Check every line below for the word "переулок" and show those that hold it.

Dataset entries
━━━━━━━━
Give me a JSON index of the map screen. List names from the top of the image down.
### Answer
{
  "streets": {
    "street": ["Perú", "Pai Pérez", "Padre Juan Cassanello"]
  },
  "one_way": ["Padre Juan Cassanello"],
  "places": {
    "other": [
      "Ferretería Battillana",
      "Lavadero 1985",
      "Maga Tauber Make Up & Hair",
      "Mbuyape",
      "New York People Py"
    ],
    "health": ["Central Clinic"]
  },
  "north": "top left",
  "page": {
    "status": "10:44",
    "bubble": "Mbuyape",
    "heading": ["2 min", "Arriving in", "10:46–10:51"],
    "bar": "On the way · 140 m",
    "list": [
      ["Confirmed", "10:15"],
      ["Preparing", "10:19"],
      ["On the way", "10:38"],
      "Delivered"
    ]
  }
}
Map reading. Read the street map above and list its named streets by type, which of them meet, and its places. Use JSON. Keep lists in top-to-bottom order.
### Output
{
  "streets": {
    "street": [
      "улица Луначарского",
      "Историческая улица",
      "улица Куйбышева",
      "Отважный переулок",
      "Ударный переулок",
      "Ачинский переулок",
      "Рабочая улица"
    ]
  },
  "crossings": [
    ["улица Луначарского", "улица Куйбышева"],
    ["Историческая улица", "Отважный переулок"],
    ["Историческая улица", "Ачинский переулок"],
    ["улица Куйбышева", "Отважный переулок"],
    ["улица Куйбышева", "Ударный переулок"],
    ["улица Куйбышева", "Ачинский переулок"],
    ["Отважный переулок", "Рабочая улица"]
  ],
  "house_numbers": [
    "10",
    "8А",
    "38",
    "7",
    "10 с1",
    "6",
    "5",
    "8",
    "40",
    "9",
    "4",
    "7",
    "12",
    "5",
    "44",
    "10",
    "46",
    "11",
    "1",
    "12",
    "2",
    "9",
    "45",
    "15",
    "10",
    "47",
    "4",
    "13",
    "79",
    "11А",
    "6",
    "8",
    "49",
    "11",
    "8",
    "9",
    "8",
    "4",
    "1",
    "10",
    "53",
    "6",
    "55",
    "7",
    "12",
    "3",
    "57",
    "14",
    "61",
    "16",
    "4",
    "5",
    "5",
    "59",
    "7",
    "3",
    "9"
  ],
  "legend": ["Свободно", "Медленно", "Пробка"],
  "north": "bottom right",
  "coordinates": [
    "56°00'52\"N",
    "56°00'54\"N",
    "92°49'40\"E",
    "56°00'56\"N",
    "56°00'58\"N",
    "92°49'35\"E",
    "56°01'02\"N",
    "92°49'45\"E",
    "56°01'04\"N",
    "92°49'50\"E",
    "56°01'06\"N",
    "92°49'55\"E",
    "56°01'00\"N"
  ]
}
━━━━━━━━
FINISHED EXERCISE —
      "Отважный переулок",
      "Ударный переулок",
      "Ачинский переулок",
    ["Историческая улица", "Отважный переулок"],
    ["Историческая улица", "Ачинский переулок"],
    ["улица Куйбышева", "Отважный переулок"],
    ["улица Куйбышева", "Ударный переулок"],
    ["улица Куйбышева", "Ачинский переулок"],
    ["Отважный переулок", "Рабочая улица"]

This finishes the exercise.